Collected data

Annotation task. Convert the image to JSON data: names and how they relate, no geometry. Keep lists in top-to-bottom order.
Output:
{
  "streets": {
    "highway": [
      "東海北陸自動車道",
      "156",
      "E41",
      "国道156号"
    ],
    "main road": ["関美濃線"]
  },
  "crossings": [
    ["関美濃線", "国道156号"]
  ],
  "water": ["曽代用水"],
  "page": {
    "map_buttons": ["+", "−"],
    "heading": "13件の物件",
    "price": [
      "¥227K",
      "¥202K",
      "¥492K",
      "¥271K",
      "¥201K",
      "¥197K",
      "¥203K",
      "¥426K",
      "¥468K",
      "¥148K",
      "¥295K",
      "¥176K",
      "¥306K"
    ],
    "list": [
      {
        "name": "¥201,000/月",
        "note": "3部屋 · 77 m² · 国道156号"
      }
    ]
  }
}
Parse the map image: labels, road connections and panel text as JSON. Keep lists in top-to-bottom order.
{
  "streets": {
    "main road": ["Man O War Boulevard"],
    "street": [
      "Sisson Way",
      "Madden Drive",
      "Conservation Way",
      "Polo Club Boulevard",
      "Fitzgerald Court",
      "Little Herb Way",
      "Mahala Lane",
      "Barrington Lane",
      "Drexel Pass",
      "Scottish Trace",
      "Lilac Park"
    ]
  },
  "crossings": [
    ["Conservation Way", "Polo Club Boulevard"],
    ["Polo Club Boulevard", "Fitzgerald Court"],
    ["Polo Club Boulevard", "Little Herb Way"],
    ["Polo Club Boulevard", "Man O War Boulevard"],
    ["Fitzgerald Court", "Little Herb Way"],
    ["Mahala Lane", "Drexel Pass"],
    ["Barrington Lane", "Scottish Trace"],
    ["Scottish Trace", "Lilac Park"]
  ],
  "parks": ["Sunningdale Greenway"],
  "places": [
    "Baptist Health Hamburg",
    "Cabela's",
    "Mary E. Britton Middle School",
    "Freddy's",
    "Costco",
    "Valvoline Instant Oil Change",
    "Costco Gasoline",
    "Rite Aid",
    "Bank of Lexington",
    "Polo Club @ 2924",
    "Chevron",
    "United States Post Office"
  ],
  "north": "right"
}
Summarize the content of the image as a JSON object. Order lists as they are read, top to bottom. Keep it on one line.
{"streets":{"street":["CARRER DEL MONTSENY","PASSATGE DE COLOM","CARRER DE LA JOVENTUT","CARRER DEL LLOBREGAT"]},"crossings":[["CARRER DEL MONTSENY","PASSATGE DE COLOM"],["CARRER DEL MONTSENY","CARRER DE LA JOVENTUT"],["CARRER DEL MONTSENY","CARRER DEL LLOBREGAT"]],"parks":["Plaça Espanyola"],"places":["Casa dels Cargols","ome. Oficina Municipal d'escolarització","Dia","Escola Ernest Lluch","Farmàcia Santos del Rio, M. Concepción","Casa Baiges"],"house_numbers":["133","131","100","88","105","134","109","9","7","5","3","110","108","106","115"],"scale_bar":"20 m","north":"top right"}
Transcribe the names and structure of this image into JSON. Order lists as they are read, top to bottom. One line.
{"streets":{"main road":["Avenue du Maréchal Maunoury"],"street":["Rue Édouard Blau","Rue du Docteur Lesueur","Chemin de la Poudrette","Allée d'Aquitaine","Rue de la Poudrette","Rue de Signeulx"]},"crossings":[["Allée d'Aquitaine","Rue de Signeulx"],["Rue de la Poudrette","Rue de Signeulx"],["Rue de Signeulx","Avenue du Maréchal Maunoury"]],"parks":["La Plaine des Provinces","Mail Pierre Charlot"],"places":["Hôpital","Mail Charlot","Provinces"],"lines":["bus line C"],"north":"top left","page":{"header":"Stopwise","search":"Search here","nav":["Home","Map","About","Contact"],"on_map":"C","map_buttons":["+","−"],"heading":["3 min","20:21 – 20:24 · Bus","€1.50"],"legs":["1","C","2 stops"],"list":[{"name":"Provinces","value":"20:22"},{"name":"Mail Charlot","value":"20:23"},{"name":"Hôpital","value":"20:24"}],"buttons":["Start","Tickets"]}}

Problem to solve:
Recopy the entries above exactly, with every line included.

Exercise answer:
Annotation task. Convert the image to JSON data: names and how they relate, no geometry. Keep lists in top-to-bottom order.
Output:
{
  "streets": {
    "highway": [
      "東海北陸自動車道",
      "156",
      "E41",
      "国道156号"
    ],
    "main road": ["関美濃線"]
  },
  "crossings": [
    ["関美濃線", "国道156号"]
  ],
  "water": ["曽代用水"],
  "page": {
    "map_buttons": ["+", "−"],
    "heading": "13件の物件",
    "price": [
      "¥227K",
      "¥202K",
      "¥492K",
      "¥271K",
      "¥201K",
      "¥197K",
      "¥203K",
      "¥426K",
      "¥468K",
      "¥148K",
      "¥295K",
      "¥176K",
      "¥306K"
    ],
    "list": [
      {
        "name": "¥201,000/月",
        "note": "3部屋 · 77 m² · 国道156号"
      }
    ]
  }
}
Parse the map image: labels, road connections and panel text as JSON. Keep lists in top-to-bottom order.
{
  "streets": {
    "main road": ["Man O War Boulevard"],
    "street": [
      "Sisson Way",
      "Madden Drive",
      "Conservation Way",
      "Polo Club Boulevard",
      "Fitzgerald Court",
      "Little Herb Way",
      "Mahala Lane",
      "Barrington Lane",
      "Drexel Pass",
      "Scottish Trace",
      "Lilac Park"
    ]
  },
  "crossings": [
    ["Conservation Way", "Polo Club Boulevard"],
    ["Polo Club Boulevard", "Fitzgerald Court"],
    ["Polo Club Boulevard", "Little Herb Way"],
    ["Polo Club Boulevard", "Man O War Boulevard"],
    ["Fitzgerald Court", "Little Herb Way"],
    ["Mahala Lane", "Drexel Pass"],
    ["Barrington Lane", "Scottish Trace"],
    ["Scottish Trace", "Lilac Park"]
  ],
  "parks": ["Sunningdale Greenway"],
  "places": [
    "Baptist Health Hamburg",
    "Cabela's",
    "Mary E. Britton Middle School",
    "Freddy's",
    "Costco",
    "Valvoline Instant Oil Change",
    "Costco Gasoline",
    "Rite Aid",
    "Bank of Lexington",
    "Polo Club @ 2924",
    "Chevron",
    "United States Post Office"
  ],
  "north": "right"
}
Summarize the content of the image as a JSON object. Order lists as they are read, top to bottom. Keep it on one line.
{"streets":{"street":["CARRER DEL MONTSENY","PASSATGE DE COLOM","CARRER DE LA JOVENTUT","CARRER DEL LLOBREGAT"]},"crossings":[["CARRER DEL MONTSENY","PASSATGE DE COLOM"],["CARRER DEL MONTSENY","CARRER DE LA JOVENTUT"],["CARRER DEL MONTSENY","CARRER DEL LLOBREGAT"]],"parks":["Plaça Espanyola"],"places":["Casa dels Cargols","ome. Oficina Municipal d'escolarització","Dia","Escola Ernest Lluch","Farmàcia Santos del Rio, M. Concepción","Casa Baiges"],"house_numbers":["133","131","100","88","105","134","109","9","7","5","3","110","108","106","115"],"scale_bar":"20 m","north":"top right"}
Transcribe the names and structure of this image into JSON. Order lists as they are read, top to bottom. One line.
{"streets":{"main road":["Avenue du Maréchal Maunoury"],"street":["Rue Édouard Blau","Rue du Docteur Lesueur","Chemin de la Poudrette","Allée d'Aquitaine","Rue de la Poudrette","Rue de Signeulx"]},"crossings":[["Allée d'Aquitaine","Rue de Signeulx"],["Rue de la Poudrette","Rue de Signeulx"],["Rue de Signeulx","Avenue du Maréchal Maunoury"]],"parks":["La Plaine des Provinces","Mail Pierre Charlot"],"places":["Hôpital","Mail Charlot","Provinces"],"lines":["bus line C"],"north":"top left","page":{"header":"Stopwise","search":"Search here","nav":["Home","Map","About","Contact"],"on_map":"C","map_buttons":["+","−"],"heading":["3 min","20:21 – 20:24 · Bus","€1.50"],"legs":["1","C","2 stops"],"list":[{"name":"Provinces","value":"20:22"},{"name":"Mail Charlot","value":"20:23"},{"name":"Hôpital","value":"20:24"}],"buttons":["Start","Tickets"]}}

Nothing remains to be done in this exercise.